[[ Given entries open ]]

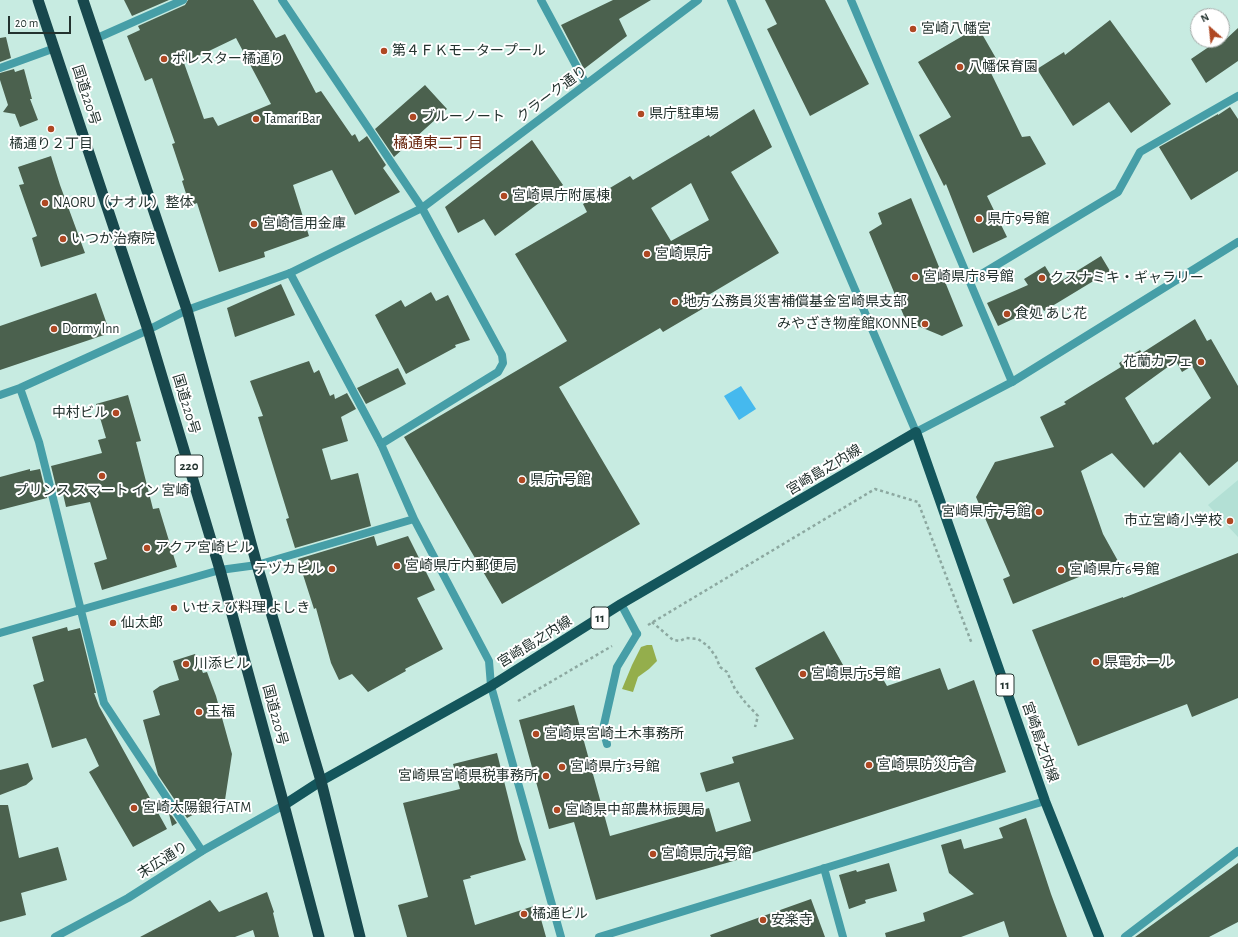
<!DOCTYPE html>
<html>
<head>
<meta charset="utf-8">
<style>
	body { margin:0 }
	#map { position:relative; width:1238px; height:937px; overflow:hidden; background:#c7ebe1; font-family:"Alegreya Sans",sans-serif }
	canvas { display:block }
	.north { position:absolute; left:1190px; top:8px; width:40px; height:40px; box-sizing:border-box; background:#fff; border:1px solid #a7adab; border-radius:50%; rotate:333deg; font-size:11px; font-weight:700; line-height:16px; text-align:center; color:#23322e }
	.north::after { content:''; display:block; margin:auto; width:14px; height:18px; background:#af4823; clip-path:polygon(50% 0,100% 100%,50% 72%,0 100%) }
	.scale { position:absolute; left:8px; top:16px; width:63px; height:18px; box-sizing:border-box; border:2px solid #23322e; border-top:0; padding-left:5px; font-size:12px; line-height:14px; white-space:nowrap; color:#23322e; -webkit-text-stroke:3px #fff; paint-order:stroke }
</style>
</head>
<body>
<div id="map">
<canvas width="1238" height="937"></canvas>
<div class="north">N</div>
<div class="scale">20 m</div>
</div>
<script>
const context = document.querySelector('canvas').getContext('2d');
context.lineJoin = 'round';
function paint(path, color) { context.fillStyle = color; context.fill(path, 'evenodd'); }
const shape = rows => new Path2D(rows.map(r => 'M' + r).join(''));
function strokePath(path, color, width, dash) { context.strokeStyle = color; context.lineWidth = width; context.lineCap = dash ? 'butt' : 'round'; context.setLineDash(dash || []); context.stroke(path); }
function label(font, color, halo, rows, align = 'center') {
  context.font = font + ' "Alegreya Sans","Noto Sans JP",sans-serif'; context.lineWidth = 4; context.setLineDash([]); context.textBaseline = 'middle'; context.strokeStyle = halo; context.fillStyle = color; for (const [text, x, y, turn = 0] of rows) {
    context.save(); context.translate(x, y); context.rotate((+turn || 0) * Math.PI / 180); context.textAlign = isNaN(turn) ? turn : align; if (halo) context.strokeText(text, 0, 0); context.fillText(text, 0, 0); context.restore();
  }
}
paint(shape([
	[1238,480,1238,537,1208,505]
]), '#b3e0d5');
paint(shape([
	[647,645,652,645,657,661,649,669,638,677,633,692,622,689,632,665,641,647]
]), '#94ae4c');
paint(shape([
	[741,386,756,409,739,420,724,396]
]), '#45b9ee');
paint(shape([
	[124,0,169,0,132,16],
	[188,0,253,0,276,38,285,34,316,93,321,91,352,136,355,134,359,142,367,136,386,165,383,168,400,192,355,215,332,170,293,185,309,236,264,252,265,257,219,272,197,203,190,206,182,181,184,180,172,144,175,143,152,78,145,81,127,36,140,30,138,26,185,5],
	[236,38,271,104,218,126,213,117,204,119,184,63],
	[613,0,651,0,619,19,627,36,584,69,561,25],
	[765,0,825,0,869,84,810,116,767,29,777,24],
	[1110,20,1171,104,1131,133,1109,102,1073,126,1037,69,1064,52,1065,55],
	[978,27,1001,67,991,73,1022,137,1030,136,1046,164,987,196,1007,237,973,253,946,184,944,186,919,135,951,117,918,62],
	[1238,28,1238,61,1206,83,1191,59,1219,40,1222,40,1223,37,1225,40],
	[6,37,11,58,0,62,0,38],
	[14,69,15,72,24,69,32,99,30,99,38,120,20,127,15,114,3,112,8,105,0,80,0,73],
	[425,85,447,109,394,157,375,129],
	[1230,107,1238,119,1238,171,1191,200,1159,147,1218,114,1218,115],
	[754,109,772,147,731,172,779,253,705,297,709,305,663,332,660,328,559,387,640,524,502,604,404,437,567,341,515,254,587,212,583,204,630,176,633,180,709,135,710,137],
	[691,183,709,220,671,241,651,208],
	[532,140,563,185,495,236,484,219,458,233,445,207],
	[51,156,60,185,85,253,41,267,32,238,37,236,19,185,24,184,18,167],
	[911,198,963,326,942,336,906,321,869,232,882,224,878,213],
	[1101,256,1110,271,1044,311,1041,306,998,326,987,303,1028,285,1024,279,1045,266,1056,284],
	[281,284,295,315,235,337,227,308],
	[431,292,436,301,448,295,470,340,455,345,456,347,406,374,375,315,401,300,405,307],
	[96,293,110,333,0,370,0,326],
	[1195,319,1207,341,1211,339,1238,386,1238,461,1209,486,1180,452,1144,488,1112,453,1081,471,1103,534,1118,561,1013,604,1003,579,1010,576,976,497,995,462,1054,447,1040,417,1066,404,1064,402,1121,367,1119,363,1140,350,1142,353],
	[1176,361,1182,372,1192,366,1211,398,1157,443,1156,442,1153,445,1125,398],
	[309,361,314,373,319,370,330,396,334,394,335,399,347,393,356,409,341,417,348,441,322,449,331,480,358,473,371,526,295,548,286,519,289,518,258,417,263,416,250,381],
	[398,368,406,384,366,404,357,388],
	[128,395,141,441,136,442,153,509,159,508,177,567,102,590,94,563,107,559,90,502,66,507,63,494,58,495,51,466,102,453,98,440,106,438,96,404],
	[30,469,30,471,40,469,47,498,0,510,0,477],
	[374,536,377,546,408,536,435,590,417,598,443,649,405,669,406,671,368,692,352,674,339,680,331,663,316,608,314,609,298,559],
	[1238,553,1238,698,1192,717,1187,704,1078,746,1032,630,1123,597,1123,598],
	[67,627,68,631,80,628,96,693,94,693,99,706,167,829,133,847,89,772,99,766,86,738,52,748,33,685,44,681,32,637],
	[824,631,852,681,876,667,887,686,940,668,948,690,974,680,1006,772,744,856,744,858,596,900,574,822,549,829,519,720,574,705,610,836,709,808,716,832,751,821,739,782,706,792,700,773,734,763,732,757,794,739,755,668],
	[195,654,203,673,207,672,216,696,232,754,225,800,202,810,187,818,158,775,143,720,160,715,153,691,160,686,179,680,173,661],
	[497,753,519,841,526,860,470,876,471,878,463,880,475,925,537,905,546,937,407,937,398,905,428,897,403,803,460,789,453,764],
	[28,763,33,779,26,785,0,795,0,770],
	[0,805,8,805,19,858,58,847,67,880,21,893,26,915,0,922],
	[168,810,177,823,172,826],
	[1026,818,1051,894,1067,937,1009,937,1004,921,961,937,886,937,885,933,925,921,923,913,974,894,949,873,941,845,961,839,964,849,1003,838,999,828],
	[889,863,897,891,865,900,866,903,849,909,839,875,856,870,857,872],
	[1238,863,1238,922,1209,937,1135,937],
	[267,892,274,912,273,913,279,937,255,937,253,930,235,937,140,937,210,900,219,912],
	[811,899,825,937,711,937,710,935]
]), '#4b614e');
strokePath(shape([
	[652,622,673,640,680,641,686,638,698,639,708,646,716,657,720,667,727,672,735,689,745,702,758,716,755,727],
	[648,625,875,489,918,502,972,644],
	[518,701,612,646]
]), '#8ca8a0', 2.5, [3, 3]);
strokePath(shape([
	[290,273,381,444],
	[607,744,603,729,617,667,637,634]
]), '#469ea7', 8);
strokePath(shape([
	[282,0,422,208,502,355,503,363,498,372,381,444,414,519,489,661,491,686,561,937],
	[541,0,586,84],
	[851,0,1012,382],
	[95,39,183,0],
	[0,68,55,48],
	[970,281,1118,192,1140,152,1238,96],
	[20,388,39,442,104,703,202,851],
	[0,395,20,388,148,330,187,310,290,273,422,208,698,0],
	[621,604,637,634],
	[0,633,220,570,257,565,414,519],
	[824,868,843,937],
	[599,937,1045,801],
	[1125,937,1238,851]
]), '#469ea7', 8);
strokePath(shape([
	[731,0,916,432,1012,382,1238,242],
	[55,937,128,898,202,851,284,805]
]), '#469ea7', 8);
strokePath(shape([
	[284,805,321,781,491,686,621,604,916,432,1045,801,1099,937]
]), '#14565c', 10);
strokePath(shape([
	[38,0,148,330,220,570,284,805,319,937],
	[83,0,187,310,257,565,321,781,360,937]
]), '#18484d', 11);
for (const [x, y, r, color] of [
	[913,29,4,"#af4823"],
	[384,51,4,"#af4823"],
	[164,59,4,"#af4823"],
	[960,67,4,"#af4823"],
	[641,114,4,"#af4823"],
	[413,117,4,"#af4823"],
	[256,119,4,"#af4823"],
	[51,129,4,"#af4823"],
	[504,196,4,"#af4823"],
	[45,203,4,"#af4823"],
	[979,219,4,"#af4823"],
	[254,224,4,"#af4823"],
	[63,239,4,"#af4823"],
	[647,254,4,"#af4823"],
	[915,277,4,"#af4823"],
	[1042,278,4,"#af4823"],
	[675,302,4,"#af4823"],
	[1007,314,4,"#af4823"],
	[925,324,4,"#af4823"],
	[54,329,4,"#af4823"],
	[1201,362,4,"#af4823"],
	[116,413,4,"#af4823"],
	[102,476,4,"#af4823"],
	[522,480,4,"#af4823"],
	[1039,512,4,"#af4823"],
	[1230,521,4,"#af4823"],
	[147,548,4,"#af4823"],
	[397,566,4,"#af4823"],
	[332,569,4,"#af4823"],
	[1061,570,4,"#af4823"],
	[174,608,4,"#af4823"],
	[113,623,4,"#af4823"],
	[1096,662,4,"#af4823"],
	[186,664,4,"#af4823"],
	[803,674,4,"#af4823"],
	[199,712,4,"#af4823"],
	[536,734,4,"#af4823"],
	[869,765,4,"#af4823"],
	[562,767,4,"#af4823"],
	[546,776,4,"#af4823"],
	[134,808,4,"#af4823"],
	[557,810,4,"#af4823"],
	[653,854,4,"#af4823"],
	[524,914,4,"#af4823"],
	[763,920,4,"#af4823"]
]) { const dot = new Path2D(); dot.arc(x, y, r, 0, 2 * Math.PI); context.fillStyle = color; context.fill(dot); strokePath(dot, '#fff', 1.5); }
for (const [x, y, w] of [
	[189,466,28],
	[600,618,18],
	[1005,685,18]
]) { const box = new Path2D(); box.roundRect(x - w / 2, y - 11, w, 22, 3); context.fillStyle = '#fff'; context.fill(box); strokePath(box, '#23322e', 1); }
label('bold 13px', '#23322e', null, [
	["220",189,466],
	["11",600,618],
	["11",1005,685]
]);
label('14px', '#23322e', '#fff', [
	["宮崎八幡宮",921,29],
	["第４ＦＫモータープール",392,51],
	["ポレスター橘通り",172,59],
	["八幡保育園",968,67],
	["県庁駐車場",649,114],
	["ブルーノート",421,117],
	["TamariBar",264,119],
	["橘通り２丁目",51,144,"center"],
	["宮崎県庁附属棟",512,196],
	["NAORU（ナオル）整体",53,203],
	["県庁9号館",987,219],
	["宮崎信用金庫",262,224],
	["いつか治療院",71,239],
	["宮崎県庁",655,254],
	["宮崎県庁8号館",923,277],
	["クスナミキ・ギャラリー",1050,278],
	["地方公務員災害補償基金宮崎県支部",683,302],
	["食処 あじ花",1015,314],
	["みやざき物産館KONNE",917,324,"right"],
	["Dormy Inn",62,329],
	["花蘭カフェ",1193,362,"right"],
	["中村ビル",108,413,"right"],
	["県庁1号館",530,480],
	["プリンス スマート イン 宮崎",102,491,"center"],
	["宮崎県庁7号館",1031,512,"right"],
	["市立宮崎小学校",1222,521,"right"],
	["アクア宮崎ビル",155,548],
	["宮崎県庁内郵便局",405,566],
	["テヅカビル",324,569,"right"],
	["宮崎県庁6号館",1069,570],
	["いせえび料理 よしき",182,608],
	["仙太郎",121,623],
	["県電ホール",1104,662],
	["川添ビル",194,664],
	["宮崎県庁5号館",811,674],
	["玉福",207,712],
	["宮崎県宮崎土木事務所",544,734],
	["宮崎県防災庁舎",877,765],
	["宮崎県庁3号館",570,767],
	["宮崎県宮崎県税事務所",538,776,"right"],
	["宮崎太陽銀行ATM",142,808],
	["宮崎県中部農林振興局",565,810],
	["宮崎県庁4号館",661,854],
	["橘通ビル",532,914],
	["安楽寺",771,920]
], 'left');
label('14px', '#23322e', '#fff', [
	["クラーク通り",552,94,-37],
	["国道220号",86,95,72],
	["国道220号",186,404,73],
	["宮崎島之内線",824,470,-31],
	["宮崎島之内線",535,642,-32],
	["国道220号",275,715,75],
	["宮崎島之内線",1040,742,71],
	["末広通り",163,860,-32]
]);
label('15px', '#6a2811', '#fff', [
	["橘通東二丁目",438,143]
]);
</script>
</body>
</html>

[[ Given entries closed ]]

▶ _Required action_
Match on "canvas" and report each line of the data above that has it.

▶ _Exercise output_
	canvas { display:block }
<canvas width="1238" height="937"></canvas>
const context = document.querySelector('canvas').getContext('2d');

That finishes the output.